═══ INPUT MATERIAL ═══
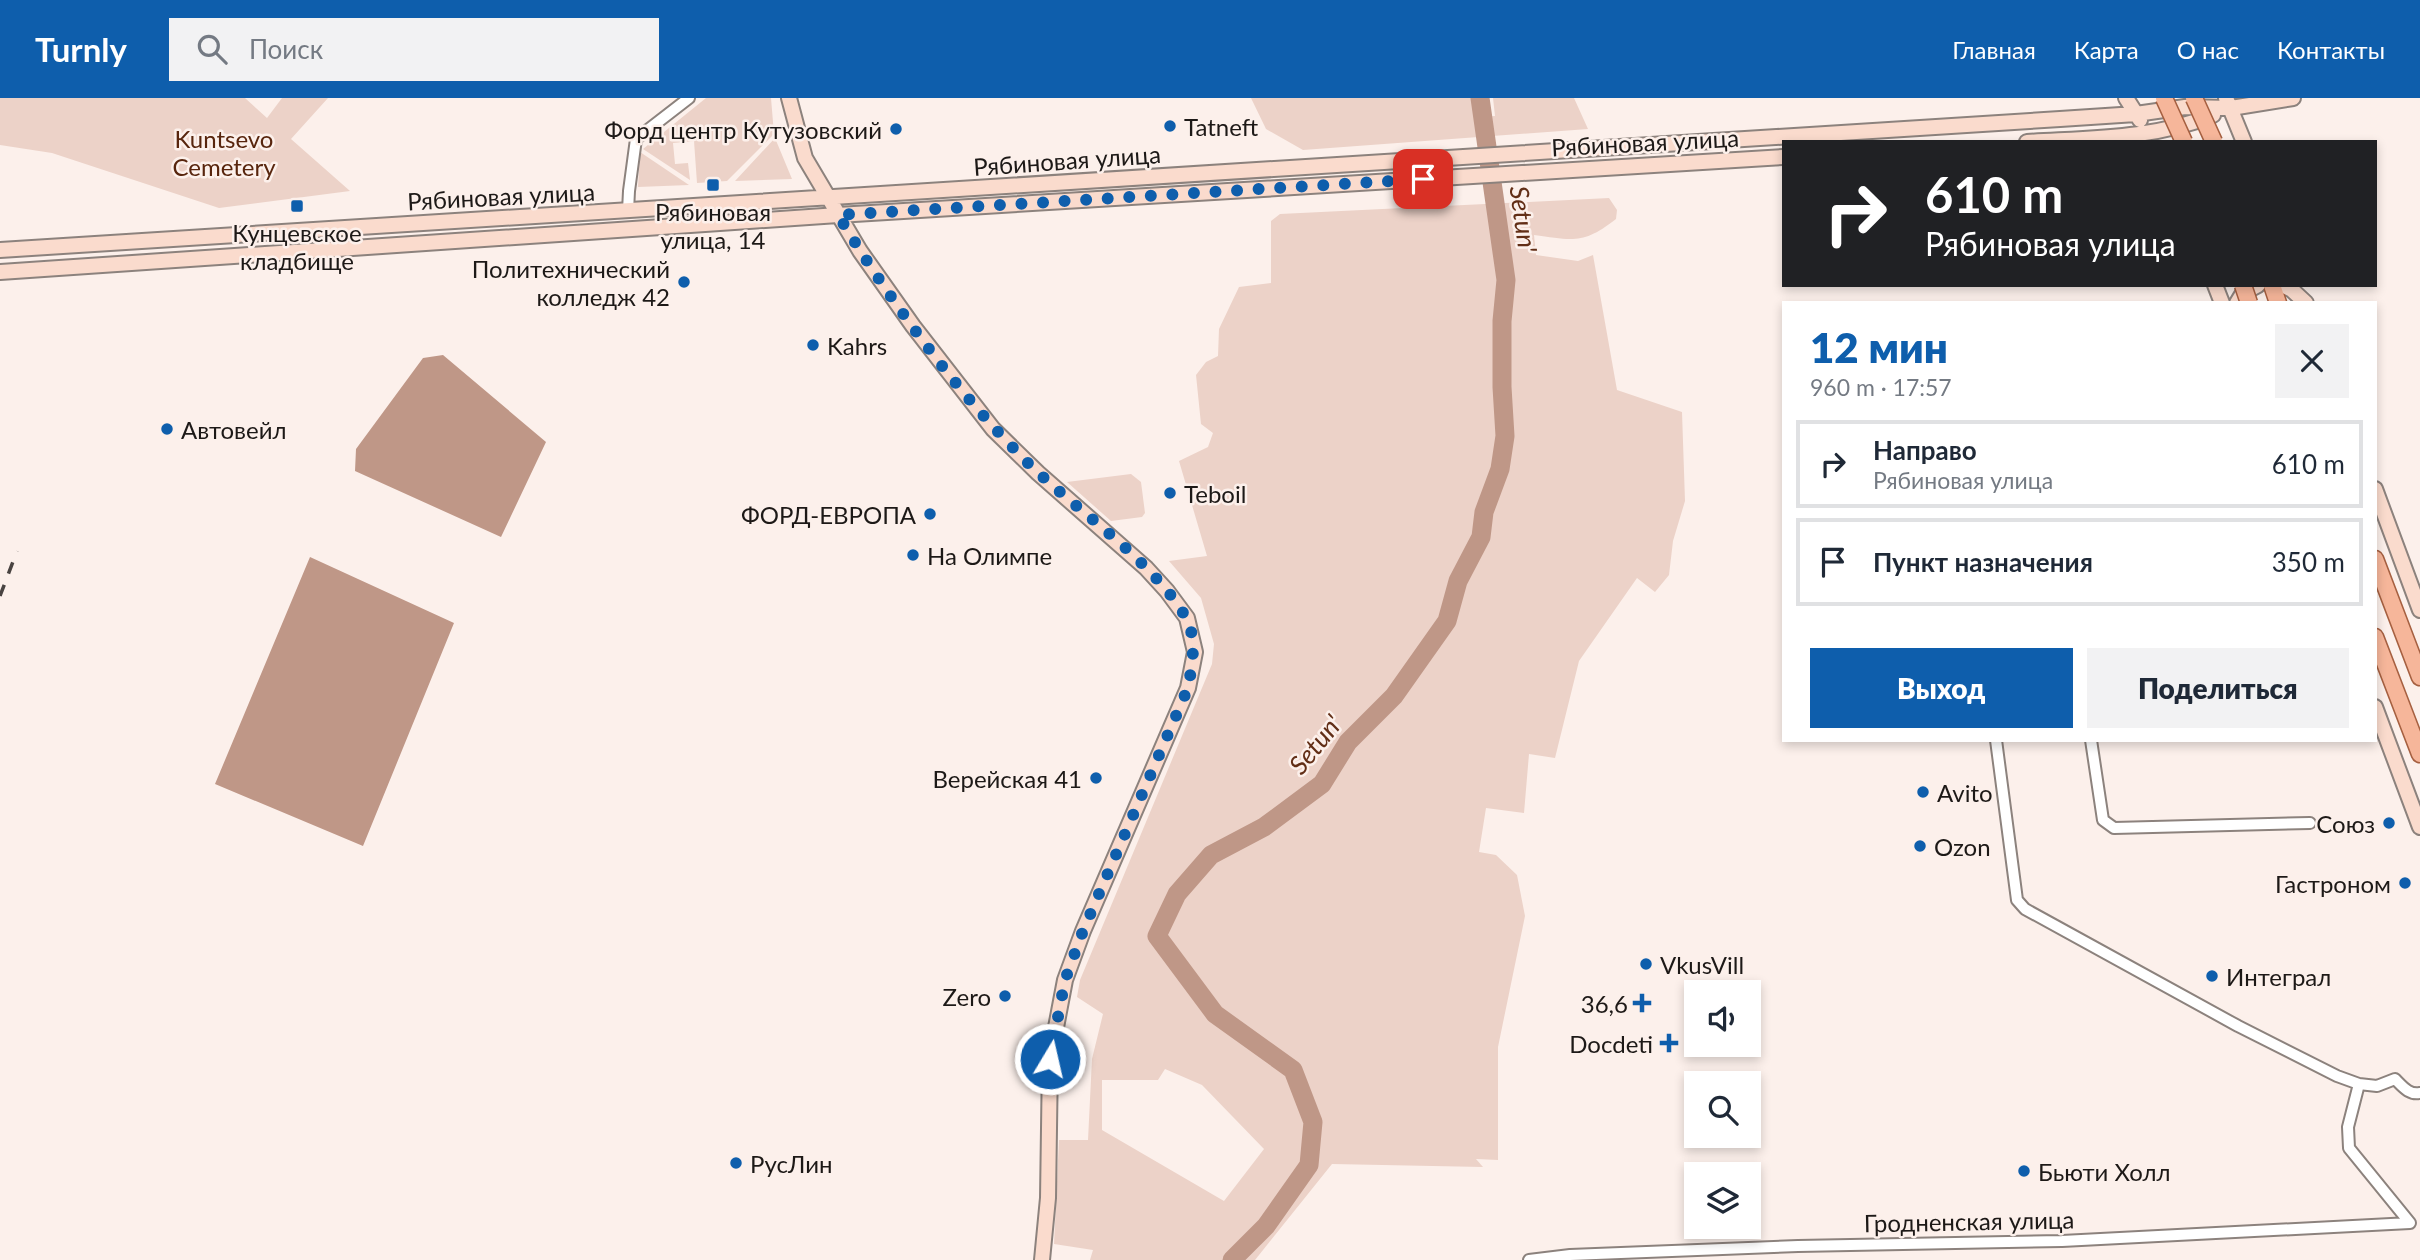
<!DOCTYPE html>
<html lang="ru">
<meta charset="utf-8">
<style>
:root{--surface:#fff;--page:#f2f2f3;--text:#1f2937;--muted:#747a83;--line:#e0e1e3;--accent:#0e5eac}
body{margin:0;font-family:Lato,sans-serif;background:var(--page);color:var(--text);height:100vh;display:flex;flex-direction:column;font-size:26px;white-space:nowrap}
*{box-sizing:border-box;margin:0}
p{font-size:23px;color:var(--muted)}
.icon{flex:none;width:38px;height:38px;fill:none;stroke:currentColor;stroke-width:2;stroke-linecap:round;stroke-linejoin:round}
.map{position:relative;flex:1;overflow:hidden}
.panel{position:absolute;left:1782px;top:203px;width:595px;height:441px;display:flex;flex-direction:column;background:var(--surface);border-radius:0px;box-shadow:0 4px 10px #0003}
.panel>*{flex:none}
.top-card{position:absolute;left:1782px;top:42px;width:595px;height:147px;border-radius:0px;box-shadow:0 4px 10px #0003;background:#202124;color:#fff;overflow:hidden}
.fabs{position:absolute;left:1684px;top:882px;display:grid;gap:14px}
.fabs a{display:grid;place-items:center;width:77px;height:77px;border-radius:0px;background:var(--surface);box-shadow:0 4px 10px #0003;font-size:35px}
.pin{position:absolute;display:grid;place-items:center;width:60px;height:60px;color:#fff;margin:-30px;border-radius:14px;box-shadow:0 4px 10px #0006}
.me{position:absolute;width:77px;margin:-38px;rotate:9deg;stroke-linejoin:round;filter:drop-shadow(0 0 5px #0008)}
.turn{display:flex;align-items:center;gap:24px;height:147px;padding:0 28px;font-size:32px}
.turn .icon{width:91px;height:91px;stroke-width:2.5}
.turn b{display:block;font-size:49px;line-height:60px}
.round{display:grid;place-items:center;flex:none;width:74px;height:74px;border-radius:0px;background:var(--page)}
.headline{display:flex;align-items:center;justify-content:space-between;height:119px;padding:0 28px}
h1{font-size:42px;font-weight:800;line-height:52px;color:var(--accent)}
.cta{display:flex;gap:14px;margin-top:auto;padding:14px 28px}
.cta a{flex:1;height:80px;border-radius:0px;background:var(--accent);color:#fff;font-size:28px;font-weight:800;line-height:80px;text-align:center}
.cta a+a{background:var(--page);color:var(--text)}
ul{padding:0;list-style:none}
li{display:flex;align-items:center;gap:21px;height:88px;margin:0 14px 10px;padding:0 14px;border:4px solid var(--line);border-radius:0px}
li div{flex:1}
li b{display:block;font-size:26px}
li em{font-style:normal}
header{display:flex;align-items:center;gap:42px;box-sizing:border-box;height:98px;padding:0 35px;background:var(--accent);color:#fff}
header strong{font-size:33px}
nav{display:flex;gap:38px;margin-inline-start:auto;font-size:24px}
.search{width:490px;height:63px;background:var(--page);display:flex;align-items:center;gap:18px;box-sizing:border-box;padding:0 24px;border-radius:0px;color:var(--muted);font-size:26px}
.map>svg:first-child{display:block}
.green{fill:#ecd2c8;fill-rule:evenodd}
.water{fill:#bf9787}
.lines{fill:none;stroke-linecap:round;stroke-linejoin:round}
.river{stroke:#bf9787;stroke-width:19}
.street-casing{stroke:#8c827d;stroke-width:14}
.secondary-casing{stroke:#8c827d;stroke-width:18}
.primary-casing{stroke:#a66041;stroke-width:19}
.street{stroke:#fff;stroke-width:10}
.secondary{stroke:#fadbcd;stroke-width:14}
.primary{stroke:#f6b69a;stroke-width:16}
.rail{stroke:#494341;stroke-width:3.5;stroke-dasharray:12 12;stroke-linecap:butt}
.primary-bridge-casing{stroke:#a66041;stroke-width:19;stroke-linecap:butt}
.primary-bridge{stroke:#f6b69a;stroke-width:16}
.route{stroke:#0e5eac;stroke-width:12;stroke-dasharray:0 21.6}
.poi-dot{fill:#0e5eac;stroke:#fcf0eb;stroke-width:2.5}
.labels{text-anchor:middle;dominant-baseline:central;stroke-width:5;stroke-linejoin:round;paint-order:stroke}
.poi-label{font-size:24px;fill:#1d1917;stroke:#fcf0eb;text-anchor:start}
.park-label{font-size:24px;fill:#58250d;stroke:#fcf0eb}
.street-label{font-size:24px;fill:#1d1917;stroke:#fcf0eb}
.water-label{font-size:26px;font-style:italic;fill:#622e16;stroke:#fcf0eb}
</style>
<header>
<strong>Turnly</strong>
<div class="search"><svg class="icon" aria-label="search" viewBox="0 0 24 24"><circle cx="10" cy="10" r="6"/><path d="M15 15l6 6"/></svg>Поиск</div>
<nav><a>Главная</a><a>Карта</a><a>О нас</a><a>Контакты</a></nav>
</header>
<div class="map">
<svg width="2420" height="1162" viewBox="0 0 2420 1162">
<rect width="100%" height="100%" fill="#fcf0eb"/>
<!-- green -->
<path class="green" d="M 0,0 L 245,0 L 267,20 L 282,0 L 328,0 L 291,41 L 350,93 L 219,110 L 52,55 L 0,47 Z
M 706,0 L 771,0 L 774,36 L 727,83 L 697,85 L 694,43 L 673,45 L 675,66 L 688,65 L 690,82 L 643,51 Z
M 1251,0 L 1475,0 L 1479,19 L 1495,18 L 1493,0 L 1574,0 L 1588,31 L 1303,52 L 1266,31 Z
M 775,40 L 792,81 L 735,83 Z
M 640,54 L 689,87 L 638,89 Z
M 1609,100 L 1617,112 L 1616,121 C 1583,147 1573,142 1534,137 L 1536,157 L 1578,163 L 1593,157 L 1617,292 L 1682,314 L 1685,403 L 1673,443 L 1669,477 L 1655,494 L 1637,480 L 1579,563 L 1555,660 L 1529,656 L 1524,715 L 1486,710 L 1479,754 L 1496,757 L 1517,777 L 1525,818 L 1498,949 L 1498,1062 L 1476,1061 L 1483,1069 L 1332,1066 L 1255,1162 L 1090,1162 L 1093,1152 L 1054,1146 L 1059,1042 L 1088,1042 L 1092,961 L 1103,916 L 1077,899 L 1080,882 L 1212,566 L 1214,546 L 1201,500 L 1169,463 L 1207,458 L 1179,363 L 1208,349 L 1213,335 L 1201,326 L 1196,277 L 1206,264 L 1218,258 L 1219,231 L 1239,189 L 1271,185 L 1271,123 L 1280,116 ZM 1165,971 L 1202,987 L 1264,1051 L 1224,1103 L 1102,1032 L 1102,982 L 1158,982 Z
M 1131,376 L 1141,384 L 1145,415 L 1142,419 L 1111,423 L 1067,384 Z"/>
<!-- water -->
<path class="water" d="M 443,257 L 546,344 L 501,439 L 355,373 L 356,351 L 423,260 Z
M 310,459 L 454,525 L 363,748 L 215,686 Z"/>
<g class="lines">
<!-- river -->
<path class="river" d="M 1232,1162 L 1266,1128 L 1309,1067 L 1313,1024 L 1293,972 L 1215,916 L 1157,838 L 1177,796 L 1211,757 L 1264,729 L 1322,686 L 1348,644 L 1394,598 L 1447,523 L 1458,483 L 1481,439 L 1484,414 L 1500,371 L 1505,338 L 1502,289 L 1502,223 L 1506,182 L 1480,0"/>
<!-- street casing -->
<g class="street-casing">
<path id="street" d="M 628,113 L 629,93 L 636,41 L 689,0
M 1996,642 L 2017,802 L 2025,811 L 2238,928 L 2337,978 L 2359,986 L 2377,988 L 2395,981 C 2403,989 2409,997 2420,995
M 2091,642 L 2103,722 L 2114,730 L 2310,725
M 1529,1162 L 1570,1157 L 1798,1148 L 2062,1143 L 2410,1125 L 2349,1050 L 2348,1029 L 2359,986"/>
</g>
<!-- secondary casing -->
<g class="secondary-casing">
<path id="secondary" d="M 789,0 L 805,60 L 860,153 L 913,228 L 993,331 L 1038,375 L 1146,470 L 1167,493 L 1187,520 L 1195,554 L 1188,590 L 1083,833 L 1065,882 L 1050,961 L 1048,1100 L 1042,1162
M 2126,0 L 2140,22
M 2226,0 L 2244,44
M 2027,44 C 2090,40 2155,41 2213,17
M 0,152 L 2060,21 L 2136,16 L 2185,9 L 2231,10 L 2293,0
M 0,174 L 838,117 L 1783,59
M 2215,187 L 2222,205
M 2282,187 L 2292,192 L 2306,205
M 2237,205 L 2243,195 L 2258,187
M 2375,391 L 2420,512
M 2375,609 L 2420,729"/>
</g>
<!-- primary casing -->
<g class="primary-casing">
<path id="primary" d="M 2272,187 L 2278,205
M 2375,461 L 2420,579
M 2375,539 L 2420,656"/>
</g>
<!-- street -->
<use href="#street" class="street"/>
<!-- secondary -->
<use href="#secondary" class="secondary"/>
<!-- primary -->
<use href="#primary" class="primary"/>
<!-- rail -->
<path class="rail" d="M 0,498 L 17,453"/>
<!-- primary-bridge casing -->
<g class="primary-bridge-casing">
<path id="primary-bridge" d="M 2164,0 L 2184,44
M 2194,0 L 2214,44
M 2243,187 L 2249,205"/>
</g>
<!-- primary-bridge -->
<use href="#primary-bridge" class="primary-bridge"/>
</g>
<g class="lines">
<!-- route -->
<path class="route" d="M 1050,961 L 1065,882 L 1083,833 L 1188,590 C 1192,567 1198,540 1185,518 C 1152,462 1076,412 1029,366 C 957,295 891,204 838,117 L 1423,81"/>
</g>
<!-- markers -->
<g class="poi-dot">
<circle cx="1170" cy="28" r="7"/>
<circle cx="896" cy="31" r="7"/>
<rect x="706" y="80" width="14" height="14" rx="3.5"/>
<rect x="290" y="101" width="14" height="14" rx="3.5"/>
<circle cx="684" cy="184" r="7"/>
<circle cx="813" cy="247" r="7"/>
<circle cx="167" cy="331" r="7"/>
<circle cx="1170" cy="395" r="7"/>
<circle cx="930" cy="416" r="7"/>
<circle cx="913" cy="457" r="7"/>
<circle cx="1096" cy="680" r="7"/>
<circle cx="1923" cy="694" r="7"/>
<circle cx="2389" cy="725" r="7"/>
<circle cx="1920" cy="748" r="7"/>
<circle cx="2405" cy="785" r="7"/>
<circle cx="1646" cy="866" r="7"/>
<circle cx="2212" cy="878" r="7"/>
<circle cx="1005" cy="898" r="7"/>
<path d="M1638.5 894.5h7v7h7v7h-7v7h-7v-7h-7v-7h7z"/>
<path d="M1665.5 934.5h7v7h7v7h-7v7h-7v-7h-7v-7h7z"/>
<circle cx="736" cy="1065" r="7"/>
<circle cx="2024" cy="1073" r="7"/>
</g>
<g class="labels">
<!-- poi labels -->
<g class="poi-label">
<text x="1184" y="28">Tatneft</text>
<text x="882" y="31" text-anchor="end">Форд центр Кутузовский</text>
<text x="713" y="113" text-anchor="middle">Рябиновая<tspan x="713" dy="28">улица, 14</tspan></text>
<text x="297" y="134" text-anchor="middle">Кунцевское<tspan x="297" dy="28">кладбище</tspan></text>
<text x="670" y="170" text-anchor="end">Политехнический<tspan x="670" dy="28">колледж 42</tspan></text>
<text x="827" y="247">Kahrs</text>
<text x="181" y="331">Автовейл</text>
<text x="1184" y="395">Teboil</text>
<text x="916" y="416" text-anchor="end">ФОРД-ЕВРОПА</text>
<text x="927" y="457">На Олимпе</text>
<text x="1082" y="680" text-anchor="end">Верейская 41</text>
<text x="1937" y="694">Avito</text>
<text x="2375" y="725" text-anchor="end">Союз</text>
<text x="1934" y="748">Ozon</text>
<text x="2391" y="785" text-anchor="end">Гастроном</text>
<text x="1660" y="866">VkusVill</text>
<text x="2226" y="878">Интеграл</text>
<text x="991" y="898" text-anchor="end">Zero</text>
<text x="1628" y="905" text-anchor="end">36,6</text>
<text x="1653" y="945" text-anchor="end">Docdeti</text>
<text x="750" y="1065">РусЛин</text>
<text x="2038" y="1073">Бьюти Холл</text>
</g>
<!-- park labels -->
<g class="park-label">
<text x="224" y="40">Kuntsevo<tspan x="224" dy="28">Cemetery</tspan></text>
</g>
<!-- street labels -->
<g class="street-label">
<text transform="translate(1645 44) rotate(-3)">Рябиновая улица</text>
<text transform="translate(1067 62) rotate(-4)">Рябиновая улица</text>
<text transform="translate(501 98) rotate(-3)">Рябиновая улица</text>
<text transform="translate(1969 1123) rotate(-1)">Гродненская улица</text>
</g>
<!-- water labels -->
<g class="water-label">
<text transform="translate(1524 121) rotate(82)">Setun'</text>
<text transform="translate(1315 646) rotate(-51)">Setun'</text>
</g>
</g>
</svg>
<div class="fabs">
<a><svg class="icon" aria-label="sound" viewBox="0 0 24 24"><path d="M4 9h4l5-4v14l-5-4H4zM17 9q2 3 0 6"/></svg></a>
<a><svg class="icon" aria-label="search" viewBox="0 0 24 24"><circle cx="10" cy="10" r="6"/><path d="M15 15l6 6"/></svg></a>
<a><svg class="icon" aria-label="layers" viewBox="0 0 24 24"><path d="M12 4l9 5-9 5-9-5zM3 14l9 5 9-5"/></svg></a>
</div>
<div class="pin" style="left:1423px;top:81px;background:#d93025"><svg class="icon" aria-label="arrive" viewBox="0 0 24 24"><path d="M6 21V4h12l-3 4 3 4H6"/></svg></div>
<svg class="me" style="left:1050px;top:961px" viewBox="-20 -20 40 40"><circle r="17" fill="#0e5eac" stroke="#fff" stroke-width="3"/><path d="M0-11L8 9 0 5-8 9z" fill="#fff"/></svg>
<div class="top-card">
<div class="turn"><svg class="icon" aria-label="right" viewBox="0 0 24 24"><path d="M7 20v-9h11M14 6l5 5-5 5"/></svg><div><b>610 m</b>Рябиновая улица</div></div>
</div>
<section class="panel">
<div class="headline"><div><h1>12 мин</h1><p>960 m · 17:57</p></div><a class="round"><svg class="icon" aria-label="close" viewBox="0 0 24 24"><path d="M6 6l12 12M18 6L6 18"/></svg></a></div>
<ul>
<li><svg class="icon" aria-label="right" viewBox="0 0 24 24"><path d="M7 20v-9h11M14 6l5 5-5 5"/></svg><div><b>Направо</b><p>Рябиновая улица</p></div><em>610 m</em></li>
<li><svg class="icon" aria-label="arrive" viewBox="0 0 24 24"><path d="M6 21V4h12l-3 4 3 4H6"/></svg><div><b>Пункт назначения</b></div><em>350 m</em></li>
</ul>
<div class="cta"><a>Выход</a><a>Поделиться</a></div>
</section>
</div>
═══
- **REQUIREMENT**: Scan the records for the string "overflow" and report each line where it occurs.

- **EXERCISE OUTPUT**:
.map{position:relative;flex:1;overflow:hidden}
.top-card{position:absolute;left:1782px;top:42px;width:595px;height:147px;border-radius:0px;box-shadow:0 4px 10px #0003;background:#202124;color:#fff;overflow:hidden}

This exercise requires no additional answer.